> _WHAT THE TASK ASKS_
Please repeat the lines below, exactly and only, from the one that holds "Instruction: Give me" through the one that holds "Quick job: Transcribe".
□ □ □ □
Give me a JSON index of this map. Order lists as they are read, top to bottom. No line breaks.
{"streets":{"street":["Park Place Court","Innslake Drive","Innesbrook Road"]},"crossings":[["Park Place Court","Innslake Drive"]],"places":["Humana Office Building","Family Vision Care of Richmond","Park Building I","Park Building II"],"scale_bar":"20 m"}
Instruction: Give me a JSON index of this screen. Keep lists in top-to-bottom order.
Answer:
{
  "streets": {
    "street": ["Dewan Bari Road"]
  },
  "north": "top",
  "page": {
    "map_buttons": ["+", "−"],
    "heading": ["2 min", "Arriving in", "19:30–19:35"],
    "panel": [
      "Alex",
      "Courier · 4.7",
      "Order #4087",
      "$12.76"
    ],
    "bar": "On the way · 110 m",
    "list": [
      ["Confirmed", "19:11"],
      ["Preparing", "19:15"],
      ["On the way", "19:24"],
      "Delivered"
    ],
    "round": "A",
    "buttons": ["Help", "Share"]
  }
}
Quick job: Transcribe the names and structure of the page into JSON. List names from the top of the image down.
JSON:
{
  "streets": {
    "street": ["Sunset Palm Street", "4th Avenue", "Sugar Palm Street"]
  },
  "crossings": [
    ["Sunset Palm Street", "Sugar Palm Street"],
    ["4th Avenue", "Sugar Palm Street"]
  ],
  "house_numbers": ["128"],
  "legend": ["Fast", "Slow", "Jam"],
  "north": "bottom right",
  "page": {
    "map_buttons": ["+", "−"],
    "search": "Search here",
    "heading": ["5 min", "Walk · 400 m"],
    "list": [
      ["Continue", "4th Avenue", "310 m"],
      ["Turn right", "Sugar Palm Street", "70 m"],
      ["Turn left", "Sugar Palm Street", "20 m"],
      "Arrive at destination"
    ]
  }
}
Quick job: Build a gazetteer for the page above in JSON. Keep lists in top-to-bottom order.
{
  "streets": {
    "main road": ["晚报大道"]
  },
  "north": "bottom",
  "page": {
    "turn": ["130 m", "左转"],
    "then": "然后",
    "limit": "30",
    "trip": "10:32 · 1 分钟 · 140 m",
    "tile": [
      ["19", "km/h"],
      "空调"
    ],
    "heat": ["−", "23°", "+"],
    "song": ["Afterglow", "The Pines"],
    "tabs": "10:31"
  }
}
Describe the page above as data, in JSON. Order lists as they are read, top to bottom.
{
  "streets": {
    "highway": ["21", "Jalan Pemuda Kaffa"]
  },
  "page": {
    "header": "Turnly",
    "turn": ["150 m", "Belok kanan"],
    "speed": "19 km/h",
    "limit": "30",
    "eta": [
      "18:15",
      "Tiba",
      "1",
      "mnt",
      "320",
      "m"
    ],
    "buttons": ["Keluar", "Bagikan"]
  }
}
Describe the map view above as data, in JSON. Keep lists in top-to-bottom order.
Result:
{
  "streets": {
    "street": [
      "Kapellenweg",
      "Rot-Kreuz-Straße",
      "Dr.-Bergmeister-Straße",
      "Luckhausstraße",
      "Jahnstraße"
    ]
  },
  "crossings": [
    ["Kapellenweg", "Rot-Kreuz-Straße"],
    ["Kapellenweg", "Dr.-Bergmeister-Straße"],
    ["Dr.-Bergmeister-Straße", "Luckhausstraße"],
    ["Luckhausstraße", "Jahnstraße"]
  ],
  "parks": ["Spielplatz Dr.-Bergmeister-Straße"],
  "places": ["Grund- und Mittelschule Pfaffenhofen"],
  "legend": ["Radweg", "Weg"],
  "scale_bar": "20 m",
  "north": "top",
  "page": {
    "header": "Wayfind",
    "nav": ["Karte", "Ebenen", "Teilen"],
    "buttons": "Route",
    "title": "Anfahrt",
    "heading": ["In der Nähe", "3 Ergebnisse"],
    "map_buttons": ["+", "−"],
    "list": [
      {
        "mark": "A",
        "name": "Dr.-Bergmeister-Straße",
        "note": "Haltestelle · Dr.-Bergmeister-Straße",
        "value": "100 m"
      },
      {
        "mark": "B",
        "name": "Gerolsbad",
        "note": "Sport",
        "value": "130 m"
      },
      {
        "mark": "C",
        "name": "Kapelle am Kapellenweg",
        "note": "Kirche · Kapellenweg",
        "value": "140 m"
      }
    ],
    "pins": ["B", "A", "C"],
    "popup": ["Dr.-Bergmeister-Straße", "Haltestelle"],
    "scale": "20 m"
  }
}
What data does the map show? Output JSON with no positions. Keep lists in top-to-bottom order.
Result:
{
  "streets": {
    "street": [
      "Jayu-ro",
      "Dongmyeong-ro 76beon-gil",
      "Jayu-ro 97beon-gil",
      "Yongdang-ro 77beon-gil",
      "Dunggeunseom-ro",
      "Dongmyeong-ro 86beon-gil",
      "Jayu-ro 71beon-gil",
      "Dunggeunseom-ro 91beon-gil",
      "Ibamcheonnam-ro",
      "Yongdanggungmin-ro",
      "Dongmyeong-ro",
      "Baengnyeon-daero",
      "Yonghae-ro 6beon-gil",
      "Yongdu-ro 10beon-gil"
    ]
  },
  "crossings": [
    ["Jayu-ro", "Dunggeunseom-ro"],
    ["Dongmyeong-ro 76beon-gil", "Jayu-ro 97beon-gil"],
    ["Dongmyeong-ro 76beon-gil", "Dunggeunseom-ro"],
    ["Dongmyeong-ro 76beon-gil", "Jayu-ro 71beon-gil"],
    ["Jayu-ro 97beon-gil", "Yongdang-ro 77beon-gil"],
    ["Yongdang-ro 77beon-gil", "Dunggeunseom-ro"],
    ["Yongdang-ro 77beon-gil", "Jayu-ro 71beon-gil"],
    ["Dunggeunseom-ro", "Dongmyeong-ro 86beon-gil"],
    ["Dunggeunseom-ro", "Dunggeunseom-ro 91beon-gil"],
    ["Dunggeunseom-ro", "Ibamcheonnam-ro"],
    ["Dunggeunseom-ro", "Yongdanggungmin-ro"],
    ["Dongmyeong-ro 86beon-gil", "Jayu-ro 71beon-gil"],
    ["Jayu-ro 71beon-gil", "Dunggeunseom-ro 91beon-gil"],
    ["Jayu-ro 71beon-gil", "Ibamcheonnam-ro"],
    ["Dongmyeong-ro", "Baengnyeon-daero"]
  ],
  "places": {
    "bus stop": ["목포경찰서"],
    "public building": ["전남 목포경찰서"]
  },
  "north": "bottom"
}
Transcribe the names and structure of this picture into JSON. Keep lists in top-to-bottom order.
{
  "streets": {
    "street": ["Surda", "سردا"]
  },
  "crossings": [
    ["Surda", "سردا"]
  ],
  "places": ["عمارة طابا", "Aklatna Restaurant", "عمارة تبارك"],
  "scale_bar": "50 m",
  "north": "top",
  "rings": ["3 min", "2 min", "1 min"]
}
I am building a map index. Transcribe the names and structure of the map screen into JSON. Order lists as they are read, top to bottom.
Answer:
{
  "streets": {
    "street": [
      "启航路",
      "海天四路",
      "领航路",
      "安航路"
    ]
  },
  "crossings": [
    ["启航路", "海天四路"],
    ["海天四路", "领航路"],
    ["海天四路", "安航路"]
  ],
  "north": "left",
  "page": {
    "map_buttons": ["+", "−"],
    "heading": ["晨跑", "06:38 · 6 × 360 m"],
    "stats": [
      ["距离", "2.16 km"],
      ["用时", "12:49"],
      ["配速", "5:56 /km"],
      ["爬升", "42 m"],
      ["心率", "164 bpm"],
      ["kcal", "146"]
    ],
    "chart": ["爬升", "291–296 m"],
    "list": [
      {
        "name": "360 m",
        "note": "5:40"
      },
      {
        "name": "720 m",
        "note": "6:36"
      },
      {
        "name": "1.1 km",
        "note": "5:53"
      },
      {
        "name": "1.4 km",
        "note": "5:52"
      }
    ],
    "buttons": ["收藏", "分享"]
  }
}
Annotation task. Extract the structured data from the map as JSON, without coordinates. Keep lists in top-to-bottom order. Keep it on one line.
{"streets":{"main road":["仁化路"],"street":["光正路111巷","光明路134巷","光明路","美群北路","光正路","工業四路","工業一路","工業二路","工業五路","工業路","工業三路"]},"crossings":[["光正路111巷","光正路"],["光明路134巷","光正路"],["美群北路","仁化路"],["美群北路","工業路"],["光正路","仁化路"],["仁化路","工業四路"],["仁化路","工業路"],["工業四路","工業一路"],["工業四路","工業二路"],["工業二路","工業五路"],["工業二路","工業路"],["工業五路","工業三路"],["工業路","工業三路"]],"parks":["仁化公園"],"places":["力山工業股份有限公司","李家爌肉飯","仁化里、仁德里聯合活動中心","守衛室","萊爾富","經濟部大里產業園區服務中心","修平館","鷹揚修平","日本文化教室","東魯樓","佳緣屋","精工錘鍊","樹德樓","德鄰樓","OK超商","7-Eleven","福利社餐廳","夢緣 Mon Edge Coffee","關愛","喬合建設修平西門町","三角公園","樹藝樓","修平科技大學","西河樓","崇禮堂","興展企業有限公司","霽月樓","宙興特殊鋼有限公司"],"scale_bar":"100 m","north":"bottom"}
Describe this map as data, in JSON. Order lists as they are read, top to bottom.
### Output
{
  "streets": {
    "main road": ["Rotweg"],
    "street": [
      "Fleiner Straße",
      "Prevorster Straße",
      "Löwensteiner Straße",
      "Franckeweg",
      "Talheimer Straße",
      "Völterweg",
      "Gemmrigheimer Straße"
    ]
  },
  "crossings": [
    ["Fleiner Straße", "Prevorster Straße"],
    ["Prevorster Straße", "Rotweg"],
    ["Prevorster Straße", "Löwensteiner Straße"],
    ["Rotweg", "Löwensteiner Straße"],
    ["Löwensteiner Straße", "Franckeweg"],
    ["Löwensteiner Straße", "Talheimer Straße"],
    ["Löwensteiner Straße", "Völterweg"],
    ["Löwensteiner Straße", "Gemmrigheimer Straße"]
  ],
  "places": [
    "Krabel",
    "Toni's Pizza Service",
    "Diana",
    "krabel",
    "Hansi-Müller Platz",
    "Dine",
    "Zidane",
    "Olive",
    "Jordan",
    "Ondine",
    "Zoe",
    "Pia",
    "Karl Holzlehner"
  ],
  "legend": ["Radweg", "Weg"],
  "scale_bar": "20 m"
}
□ □ □ □
> _ANSWER SPACE_
Instruction: Give me a JSON index of this screen. Keep lists in top-to-bottom order.
Answer:
{
  "streets": {
    "street": ["Dewan Bari Road"]
  },
  "north": "top",
  "page": {
    "map_buttons": ["+", "−"],
    "heading": ["2 min", "Arriving in", "19:30–19:35"],
    "panel": [
      "Alex",
      "Courier · 4.7",
      "Order #4087",
      "$12.76"
    ],
    "bar": "On the way · 110 m",
    "list": [
      ["Confirmed", "19:11"],
      ["Preparing", "19:15"],
      ["On the way", "19:24"],
      "Delivered"
    ],
    "round": "A",
    "buttons": ["Help", "Share"]
  }
}
Quick job: Transcribe the names and structure of the page into JSON. List names from the top of the image down.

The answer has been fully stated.